So yes I should be off doing something else. One of the many things I have on a list in my mind that I never seem to accomplish. And what am I doing... writing a new blog entry. It is one of the things on my list, so I sit here and continue to type. I think about the day, which in retrospect was actually productive. I cleaned a little, put away the last bit of truly baby stuff, went for a walk and started talking about publishing a book.
I sat down at the computer to begin sifting through my images and I felt a weight crash down on my shoulders. I think the reality of my son no longer being a tiny infant. The fact that his lack of hair is the remaining vestige if his infancy has somehow hit a nerve in me. I have been saying for the last year he won't be this small forever. Everytime I said it I was slowly getting closer to a time when he would get bigger., a time when I could get back to my life. The idea that I am now out of the woods, so to speak, and into the forest is a bit overwhelming. It is like the last year has been a complete blur and I had grand plans for when my baby got older and now that the future is at hand, I feel stuck. Changing the way you think is never fun. It works the old noggin, shifts ones perception.
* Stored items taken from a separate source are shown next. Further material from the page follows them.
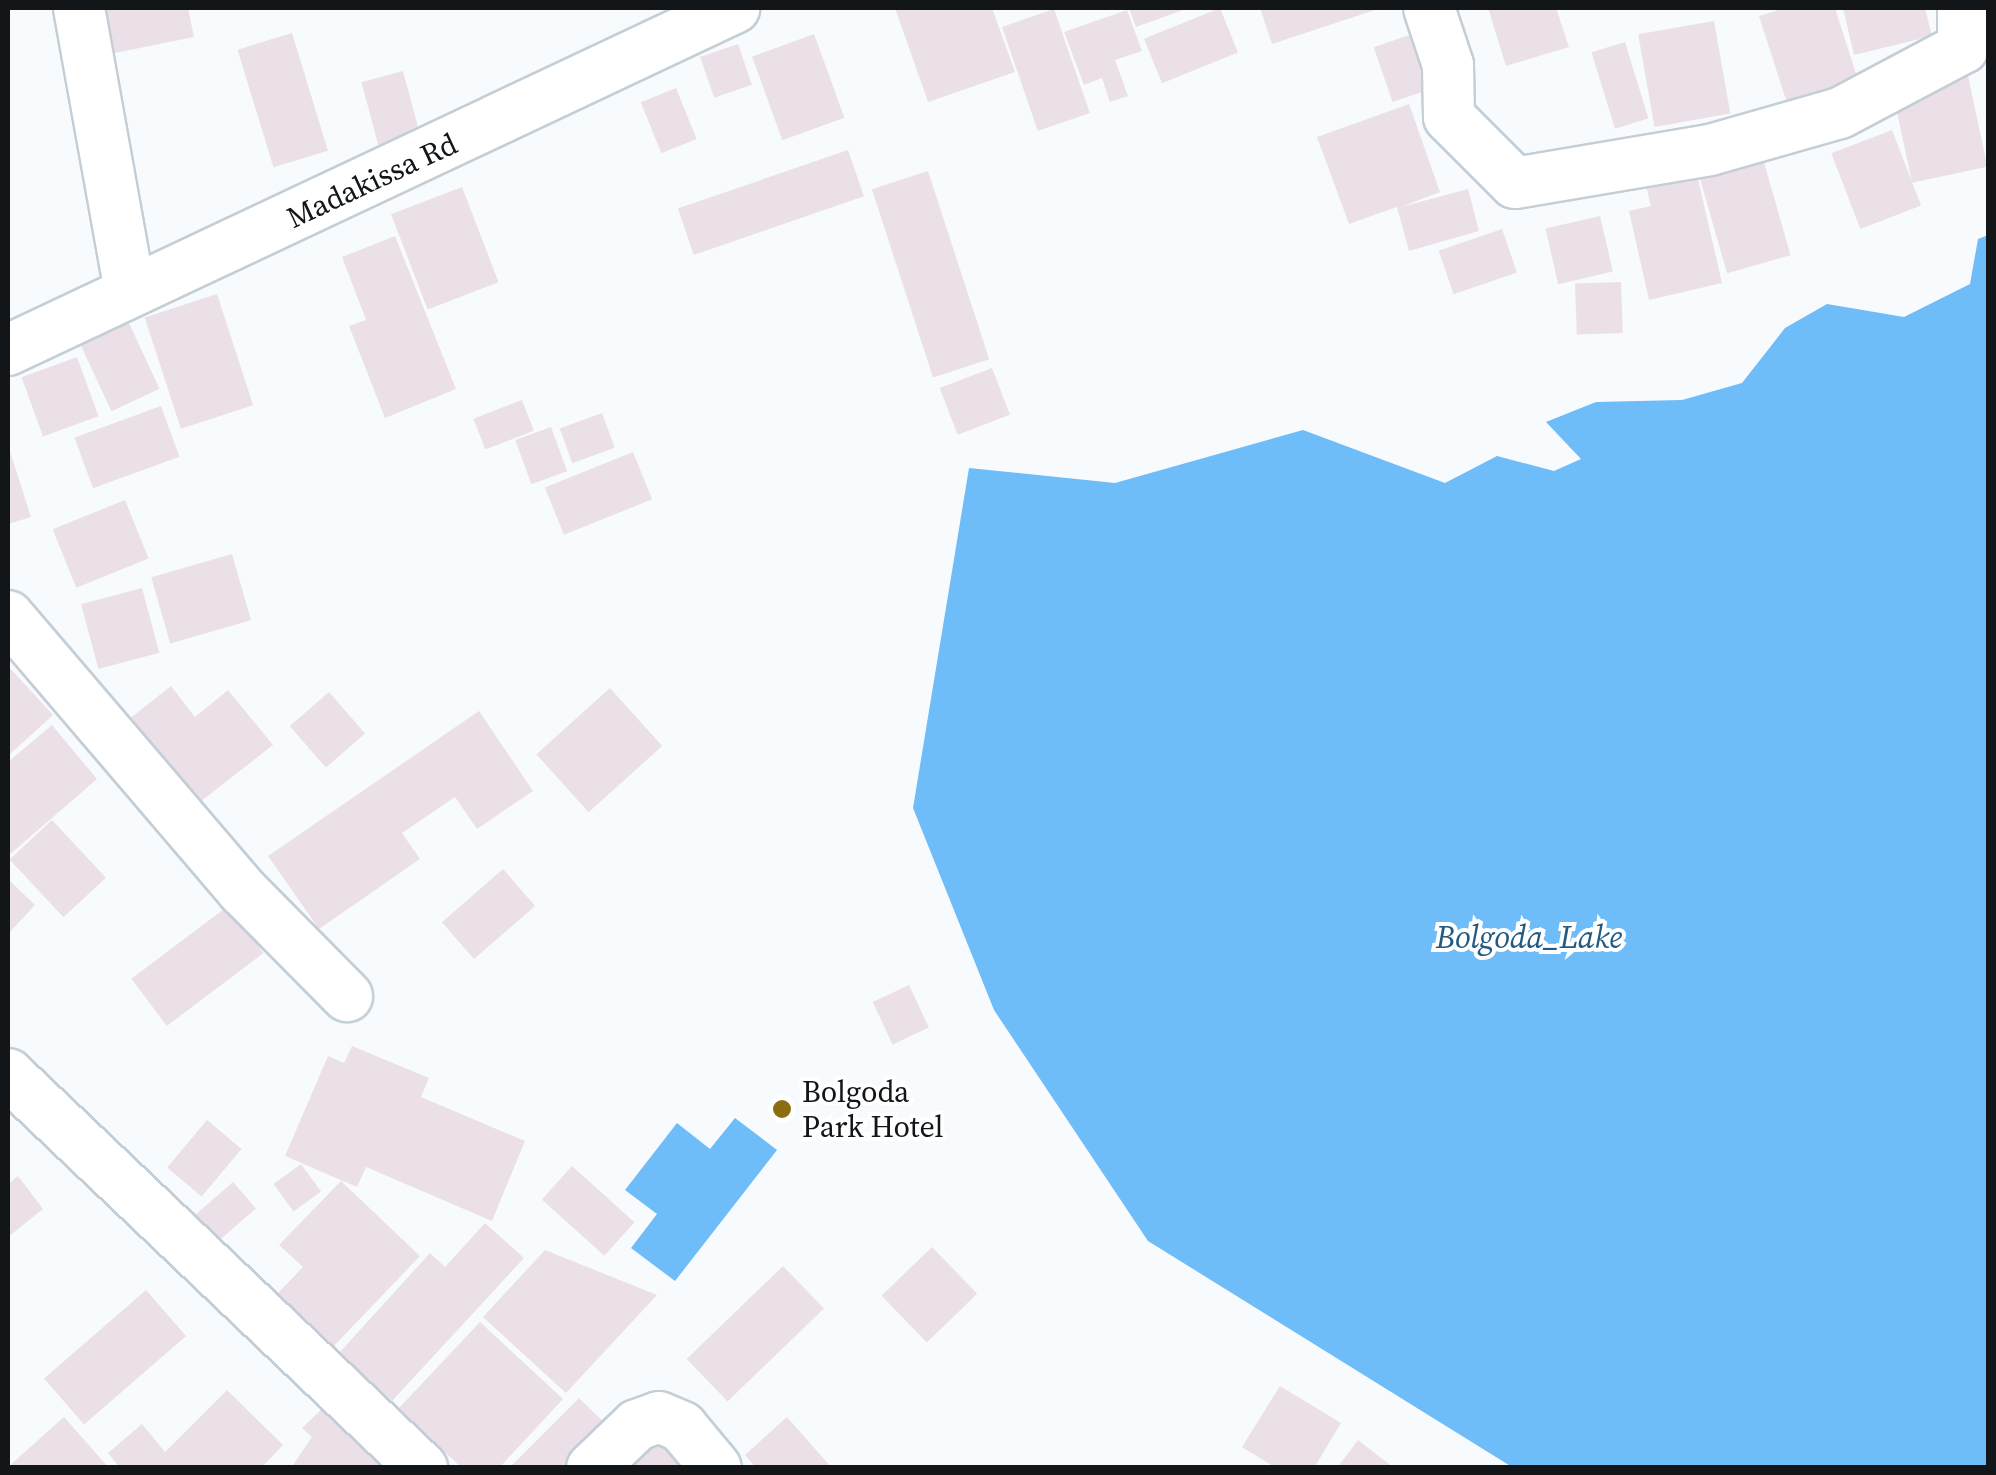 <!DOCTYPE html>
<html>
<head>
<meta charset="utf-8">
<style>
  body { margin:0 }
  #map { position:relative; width:1996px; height:1475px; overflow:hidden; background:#f7fbfe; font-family:"Source Serif 4",serif }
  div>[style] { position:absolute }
  .water>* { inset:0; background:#6ebcf8 }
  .building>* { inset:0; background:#ebe0e8; transform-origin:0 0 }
  .roads { filter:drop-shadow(2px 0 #c4ced6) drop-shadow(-2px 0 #c4ced6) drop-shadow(0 2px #c4ced6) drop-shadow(0 -2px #c4ced6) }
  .minor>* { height:50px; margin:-25px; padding:0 25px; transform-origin:25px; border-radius:25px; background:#fff }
  .dots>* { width:28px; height:28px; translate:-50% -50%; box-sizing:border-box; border:5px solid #fff; border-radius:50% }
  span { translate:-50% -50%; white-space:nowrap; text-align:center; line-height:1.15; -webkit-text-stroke:8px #fff; paint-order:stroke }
  .street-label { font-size:30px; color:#121619 }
  .poi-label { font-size:30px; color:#121619 }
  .left { translate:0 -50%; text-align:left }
  .water-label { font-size:32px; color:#225a82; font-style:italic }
  .frame { position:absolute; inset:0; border:10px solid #121619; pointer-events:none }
</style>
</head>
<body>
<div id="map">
  <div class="water">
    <div style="clip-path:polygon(1988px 235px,1988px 1467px,1512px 1467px,1148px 1241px,994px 1010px,913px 808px,969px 468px,1115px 483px,1303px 430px,1445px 483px,1497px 456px,1554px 471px,1581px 459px,1546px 422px,1596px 402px,1682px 400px,1742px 383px,1785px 328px,1827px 304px,1904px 317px,1970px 284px,1978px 239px)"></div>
    <div style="clip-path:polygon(735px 1118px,777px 1150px,675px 1281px,631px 1248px,657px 1214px,625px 1190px,677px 1123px,710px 1149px)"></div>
  </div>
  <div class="building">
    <div style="clip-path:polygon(95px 8px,188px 8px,194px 37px,105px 55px)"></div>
    <div style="clip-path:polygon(895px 8px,992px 8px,1015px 72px,928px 102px)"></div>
    <div style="clip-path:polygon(1129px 8px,1189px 8px,1136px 27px)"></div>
    <div style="left:1220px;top:8px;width:48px;height:82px;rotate:68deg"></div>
    <div style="clip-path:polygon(1260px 8px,1381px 8px,1272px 44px)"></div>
    <div style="clip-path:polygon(1488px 8px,1556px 8px,1569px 47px,1506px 66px)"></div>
    <div style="clip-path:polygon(1785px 8px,1835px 8px,1859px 83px,1788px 106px,1759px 16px)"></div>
    <div style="clip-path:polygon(1843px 8px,1925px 8px,1932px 36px,1854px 55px)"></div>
    <div style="left:1054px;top:9px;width:110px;height:55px;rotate:71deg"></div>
    <div style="clip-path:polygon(1127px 10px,1142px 51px,1115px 60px,1128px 96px,1110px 102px,1102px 78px,1084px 85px,1064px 32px)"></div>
    <div style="left:1714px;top:21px;width:94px;height:77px;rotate:80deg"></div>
    <div style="left:1421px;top:31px;width:58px;height:50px;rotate:71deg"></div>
    <div style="left:292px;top:33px;width:123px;height:57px;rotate:73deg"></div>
    <div style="left:814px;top:34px;width:89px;height:66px;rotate:70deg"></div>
    <div style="left:1625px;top:42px;width:80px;height:35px;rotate:73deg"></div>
    <div style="left:738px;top:44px;width:43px;height:40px;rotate:71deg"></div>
    <div style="left:403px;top:71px;width:65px;height:43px;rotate:75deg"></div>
    <div style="left:1967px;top:71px;width:98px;height:77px;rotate:78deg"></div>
    <div style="left:676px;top:88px;width:55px;height:38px;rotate:68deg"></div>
    <div style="clip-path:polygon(1409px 104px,1440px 192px,1401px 207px,1468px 189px,1479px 231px,1409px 251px,1397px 207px,1349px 224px,1317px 137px)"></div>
    <div style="left:1892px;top:130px;width:81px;height:65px;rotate:69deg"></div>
    <div style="left:848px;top:150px;width:49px;height:180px;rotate:71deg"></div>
    <div style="left:1763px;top:159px;width:100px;height:66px;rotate:74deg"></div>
    <div style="clip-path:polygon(1695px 166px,1722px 283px,1649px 300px,1629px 211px,1651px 206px,1644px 178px)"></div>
    <div style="left:928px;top:171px;width:198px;height:59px;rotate:72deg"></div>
    <div style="left:462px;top:187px;width:102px;height:76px;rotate:69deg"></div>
    <div style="left:1600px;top:216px;width:57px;height:56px;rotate:77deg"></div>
    <div style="left:1502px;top:229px;width:46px;height:67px;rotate:71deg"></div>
    <div style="clip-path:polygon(395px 236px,456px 389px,385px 418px,349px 326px,366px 320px,342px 257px)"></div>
    <div style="left:1621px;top:282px;width:51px;height:46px;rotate:88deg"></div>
    <div style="left:217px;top:294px;width:117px;height:76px;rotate:72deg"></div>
    <div style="left:127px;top:319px;width:77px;height:53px;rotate:65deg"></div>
    <div style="left:77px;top:357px;width:63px;height:59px;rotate:70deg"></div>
    <div style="left:992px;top:368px;width:50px;height:56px;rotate:69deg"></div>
    <div style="left:522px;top:400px;width:33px;height:52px;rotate:69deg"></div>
    <div style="left:161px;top:406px;width:54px;height:92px;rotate:70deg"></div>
    <div style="left:602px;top:413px;width:37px;height:45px;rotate:70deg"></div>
    <div style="left:551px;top:427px;width:47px;height:38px;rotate:70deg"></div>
    <div style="clip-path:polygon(8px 445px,31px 517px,8px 524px)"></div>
    <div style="left:633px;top:452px;width:51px;height:95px;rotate:68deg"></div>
    <div style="left:125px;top:500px;width:63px;height:78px;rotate:68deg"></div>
    <div style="left:232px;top:554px;width:69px;height:84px;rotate:74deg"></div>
    <div style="left:142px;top:588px;width:67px;height:63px;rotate:75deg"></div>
    <div style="clip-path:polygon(8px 666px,53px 715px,8px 756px)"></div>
    <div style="clip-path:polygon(171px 686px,195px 717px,228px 690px,273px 745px,191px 809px,123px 724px)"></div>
    <div style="left:610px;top:688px;width:78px;height:99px;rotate:48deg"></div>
    <div style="left:329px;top:692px;width:55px;height:52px;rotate:49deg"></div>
    <div style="clip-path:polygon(479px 711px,533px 791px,477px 829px,455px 797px,402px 833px,420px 859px,319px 929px,268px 856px)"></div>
    <div style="clip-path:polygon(52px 725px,97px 779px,8px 856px,8px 762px)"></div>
    <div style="left:52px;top:820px;width:79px;height:58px;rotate:47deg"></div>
    <div style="left:503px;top:869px;width:49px;height:81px;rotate:49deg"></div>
    <div style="clip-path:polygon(8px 879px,35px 905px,8px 934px)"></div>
    <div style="left:228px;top:906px;width:59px;height:121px;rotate:53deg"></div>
    <div style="left:909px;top:985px;width:47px;height:40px;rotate:65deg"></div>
    <div style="clip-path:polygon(352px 1046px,429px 1078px,421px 1097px,525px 1141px,492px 1221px,366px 1167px,357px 1187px,285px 1156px,328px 1056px,344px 1063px)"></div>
    <div style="left:207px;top:1120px;width:45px;height:62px;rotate:40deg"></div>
    <div style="left:301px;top:1164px;width:34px;height:34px;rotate:54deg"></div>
    <div style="left:572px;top:1166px;width:84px;height:45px;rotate:42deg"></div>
    <div style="clip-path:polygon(18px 1176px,43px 1209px,8px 1237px,8px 1184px)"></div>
    <div style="clip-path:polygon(341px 1181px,420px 1256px,334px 1346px,278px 1293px,303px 1267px,279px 1245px)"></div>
    <div style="left:233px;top:1182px;width:35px;height:54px;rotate:49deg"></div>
    <div style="clip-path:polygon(485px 1223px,524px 1258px,392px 1401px,339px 1353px,430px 1253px,445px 1267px)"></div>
    <div style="left:932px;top:1247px;width:65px;height:70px;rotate:46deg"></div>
    <div style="clip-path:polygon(545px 1250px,657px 1295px,566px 1393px,483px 1317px)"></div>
    <div style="left:783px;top:1266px;width:59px;height:134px;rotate:46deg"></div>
    <div style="left:146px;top:1290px;width:61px;height:135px;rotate:49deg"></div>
    <div style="clip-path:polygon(480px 1322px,563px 1399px,499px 1468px,462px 1468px,398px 1409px)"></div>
    <div style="clip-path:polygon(1280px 1386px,1341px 1423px,1314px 1468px,1276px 1468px,1242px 1447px)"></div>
    <div style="clip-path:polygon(227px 1390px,283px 1445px,261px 1468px,120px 1468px,108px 1453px,142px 1424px,165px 1452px)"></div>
    <div style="clip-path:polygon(579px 1398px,614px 1432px,578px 1468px,509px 1468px)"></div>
    <div style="clip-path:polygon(327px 1404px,390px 1468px,291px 1468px,312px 1437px,302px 1428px)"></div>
    <div style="clip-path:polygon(64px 1417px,109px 1468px,8px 1468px,8px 1467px)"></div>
    <div style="clip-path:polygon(787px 1417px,832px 1468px,756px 1468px,745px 1455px)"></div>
    <div style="clip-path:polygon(654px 1427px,690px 1468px,609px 1468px)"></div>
    <div style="clip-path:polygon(1358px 1440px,1394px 1468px,1337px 1468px)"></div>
  </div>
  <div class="roads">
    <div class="minor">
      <div style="left:79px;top:8px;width:288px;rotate:79.8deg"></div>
      <div style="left:1429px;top:8px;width:60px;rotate:71.6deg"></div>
      <div style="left:1448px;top:65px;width:52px;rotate:88.9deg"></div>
      <div style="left:1449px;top:117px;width:93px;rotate:45deg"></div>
      <div style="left:1515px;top:183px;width:198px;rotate:-9.6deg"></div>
      <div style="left:1710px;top:150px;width:135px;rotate:-15.9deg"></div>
      <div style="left:1840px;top:113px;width:139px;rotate:-27.9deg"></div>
      <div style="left:1963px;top:48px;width:40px;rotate:-90deg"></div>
      <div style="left:8px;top:350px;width:803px;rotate:-25.22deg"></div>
      <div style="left:8px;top:616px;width:362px;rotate:49.5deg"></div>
      <div style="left:243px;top:891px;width:148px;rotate:45.3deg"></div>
      <div style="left:8px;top:1074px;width:572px;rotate:43.58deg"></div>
      <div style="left:592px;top:1468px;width:62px;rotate:-43.7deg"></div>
      <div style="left:637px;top:1425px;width:23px;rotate:-20deg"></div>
      <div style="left:659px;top:1417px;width:25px;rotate:23deg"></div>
      <div style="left:682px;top:1427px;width:53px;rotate:50.3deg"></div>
    </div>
  </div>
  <div class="dots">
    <div style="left:782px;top:1109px;background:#8c6e11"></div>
  </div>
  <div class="street-label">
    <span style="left:372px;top:181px;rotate:-25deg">Madakissa Rd</span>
  </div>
  <div class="poi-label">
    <span class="left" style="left:802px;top:1109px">Bolgoda<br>Park Hotel</span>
  </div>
  <div class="water-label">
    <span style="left:1529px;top:937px">Bolgoda_Lake</span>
  </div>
  <div class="frame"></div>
</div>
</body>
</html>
I guess I have been making plans of what I will do for so long that I can't actually take the step forward. And again I think about the things I should be doing. In actuality is it so bad that I am sitting here putting my thoughts into words for anyone to read. I suppose it is a way for me to shed the past an move forward into the next chapter, in my book of life. I do this every time. I have trouble moving forward. That is why I am glad to have a wonderful woman to help keep me on my path. I only hope that I can be a big a help to her as she is for me.
I'm a bit better now. Sometimes all one needs to do is shed the thoughts that bind them. Sea of photo files here I come. I welcome the creative places they will take me.